- Opening Delimiter -

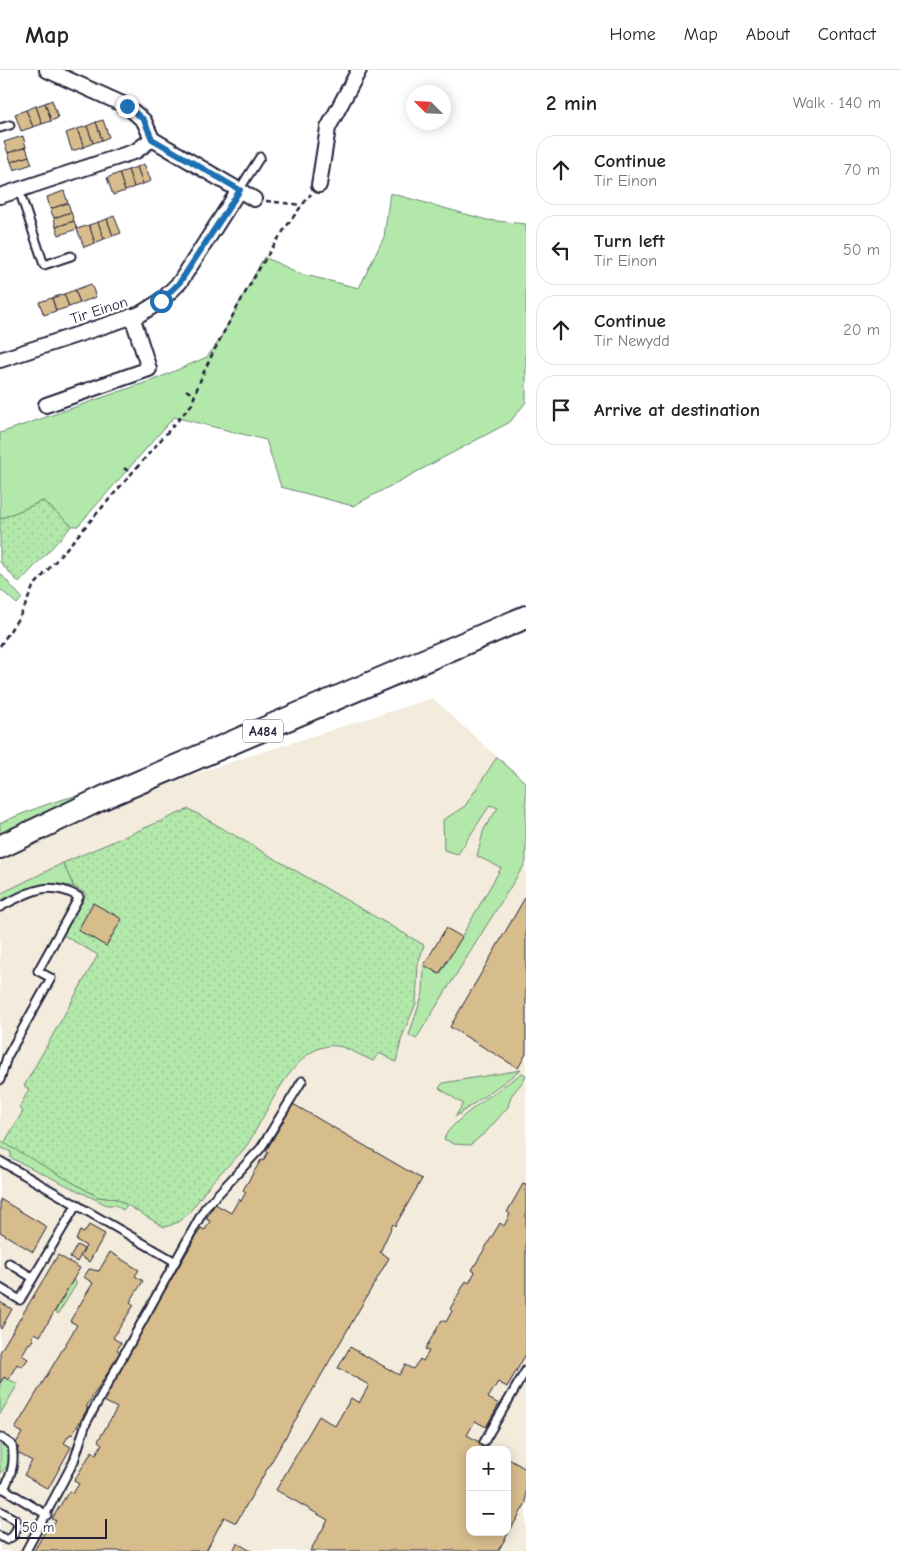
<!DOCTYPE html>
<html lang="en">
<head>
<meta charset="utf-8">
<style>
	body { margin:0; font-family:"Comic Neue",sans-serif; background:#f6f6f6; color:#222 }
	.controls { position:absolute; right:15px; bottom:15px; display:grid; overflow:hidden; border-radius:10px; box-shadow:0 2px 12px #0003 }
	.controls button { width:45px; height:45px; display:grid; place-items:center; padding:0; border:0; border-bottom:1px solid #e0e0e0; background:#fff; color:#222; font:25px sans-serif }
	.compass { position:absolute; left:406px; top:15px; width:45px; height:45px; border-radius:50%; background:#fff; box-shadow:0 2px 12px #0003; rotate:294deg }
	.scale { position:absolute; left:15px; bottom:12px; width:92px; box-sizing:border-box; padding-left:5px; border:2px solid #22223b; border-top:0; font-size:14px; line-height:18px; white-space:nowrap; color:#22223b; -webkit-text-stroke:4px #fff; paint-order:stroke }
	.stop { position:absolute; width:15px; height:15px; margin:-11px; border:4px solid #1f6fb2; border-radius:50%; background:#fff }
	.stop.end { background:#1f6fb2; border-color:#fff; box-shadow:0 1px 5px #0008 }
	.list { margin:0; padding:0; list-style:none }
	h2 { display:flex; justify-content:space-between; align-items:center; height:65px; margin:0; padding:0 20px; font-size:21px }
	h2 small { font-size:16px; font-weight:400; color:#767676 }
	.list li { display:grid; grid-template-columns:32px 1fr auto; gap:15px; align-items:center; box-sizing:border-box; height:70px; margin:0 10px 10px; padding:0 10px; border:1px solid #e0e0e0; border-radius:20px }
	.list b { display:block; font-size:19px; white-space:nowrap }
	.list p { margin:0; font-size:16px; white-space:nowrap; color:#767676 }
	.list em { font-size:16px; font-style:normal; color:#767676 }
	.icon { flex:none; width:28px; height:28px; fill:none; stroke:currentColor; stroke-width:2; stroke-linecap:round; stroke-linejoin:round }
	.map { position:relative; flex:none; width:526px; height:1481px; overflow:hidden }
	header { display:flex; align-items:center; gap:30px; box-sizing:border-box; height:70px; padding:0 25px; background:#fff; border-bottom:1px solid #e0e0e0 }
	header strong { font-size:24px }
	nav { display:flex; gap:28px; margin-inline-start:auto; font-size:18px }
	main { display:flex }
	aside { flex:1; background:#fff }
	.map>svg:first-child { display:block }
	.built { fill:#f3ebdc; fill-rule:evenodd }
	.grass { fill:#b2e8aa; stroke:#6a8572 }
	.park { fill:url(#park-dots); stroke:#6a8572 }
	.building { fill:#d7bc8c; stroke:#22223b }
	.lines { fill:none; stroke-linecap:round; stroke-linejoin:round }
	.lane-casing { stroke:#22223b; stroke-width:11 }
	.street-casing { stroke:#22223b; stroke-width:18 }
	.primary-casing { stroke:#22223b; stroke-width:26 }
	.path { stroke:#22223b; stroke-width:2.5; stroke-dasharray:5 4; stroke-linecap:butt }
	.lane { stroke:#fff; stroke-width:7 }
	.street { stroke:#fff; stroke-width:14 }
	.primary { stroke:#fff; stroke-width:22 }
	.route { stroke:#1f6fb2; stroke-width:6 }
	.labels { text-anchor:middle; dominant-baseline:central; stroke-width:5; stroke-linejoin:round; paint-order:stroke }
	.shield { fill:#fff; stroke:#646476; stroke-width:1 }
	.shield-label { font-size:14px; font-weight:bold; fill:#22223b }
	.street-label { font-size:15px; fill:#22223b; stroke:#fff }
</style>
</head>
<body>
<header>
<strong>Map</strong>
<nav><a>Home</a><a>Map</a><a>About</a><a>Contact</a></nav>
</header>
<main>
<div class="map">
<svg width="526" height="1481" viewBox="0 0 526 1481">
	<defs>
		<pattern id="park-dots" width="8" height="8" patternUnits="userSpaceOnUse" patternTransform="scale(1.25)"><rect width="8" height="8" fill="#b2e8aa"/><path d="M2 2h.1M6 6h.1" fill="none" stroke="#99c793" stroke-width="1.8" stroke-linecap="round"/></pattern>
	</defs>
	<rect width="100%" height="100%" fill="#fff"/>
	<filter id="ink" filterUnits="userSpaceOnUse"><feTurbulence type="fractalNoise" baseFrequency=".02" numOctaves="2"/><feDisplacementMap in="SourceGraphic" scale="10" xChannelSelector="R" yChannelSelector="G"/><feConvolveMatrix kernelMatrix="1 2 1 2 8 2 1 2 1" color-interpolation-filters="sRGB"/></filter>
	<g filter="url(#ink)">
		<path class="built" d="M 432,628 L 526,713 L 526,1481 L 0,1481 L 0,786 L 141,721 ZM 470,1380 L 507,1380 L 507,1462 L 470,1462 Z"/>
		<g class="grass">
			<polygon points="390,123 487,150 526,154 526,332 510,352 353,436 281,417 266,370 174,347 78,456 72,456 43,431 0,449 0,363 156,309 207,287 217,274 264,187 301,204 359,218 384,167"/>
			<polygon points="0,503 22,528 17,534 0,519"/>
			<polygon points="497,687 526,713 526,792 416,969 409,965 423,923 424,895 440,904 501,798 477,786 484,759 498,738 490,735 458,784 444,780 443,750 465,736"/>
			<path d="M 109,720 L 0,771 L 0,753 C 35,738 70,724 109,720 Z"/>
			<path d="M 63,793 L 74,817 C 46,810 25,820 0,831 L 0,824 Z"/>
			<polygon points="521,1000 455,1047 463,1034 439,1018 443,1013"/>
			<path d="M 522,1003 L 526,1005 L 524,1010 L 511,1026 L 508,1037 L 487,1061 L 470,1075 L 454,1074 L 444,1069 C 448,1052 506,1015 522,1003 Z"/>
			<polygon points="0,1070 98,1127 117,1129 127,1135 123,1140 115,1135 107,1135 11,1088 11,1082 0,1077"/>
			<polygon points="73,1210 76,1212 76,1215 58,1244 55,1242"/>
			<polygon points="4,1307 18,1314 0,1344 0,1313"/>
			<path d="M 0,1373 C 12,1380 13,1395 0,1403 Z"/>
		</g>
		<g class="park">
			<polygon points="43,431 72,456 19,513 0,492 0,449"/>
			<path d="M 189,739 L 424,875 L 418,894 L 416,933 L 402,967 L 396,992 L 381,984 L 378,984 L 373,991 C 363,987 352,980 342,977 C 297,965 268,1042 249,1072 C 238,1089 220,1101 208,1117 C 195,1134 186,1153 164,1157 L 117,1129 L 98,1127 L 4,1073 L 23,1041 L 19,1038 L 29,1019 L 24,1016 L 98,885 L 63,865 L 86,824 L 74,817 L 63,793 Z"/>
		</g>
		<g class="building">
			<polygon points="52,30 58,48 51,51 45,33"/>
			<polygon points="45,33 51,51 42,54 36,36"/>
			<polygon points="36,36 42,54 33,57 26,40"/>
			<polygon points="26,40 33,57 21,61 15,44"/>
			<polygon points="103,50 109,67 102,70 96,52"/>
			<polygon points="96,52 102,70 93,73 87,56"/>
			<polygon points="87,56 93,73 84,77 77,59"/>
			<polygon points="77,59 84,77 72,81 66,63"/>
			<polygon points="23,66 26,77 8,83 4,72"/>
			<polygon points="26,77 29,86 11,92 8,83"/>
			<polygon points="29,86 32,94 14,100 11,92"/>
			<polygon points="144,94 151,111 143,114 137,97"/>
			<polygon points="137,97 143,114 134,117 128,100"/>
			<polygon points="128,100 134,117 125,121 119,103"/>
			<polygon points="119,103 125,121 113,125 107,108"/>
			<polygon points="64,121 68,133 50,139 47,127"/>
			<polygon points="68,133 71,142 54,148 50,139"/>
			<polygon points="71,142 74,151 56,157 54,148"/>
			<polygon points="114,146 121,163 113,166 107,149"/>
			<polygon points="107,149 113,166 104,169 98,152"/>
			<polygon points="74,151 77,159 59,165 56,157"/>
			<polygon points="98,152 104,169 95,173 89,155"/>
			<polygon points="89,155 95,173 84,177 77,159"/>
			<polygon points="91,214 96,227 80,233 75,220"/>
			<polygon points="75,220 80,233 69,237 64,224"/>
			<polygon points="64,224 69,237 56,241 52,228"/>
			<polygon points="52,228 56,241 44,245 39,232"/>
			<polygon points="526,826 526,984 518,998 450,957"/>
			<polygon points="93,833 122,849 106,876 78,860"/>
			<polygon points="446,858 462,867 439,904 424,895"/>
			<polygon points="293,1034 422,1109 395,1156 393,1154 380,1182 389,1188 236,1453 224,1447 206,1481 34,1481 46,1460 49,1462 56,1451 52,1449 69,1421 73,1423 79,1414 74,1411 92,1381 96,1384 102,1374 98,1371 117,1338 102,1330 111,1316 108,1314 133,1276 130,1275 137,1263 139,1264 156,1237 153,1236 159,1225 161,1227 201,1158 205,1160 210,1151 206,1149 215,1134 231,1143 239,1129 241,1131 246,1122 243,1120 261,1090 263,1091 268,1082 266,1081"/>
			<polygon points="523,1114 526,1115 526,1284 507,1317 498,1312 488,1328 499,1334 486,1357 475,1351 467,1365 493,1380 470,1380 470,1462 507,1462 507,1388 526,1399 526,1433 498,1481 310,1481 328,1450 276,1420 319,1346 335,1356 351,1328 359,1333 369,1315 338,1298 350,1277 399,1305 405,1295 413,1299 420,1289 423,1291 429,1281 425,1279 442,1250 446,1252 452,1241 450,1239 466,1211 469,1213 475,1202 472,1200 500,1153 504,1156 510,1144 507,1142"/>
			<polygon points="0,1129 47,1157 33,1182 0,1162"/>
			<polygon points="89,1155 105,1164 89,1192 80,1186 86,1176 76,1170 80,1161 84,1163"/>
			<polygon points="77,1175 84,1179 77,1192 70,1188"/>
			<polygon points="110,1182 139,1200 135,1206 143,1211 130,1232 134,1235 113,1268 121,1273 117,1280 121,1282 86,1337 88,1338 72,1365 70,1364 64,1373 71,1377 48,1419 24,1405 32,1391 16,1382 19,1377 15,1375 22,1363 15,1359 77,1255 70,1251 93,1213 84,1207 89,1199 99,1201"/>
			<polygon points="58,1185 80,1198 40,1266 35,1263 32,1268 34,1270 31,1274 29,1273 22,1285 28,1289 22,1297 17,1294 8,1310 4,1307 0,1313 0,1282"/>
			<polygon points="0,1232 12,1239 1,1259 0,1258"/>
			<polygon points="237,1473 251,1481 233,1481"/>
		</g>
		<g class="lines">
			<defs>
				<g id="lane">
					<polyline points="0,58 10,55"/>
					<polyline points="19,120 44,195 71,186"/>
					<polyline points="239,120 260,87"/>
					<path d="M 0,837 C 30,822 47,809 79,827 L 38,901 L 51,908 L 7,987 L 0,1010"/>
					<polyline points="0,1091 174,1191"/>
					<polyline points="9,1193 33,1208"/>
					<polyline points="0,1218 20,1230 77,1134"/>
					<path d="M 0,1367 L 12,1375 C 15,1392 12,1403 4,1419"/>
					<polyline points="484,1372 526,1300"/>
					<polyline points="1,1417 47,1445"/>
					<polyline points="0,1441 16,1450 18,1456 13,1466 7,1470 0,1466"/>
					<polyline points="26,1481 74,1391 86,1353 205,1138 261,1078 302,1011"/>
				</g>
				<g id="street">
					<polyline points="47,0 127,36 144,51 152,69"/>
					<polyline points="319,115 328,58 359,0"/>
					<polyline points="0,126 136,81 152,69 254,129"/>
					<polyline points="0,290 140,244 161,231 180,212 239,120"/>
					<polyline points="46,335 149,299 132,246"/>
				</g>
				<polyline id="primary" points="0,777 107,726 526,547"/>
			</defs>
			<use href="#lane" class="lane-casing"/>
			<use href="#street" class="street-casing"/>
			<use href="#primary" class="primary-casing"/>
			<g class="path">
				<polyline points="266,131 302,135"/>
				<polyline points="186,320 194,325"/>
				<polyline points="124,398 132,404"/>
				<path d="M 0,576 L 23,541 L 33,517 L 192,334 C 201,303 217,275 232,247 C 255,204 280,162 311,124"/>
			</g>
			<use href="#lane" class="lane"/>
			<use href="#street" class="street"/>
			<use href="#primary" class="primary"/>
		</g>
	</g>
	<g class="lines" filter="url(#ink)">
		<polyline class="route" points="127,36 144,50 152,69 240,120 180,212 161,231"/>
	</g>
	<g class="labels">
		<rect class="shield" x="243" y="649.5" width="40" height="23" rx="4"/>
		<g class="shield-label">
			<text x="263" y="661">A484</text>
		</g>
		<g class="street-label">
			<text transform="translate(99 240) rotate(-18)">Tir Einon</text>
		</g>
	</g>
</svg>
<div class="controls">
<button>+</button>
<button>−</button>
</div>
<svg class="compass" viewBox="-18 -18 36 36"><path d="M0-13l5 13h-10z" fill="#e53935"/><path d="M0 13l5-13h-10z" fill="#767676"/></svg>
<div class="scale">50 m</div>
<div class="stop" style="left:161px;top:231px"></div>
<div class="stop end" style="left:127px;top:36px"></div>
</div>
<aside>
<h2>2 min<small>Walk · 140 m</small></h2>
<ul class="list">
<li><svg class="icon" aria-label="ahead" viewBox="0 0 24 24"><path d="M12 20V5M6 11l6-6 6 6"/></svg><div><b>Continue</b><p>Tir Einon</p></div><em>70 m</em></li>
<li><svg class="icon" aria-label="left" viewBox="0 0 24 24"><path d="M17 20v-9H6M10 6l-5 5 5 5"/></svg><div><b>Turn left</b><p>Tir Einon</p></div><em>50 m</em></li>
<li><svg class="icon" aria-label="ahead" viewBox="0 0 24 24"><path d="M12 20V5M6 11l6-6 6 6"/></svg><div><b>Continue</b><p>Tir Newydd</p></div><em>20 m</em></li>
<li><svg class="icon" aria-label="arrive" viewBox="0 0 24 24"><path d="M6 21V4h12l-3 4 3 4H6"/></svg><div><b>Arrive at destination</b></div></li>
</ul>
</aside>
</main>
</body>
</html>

- Closing Delimiter -

--- TASK REQUIREMENTS ---
Total lines with "compass" in the records above: report that figure alone.

--- SOLUTION FOR THIS PROBLEM ---
2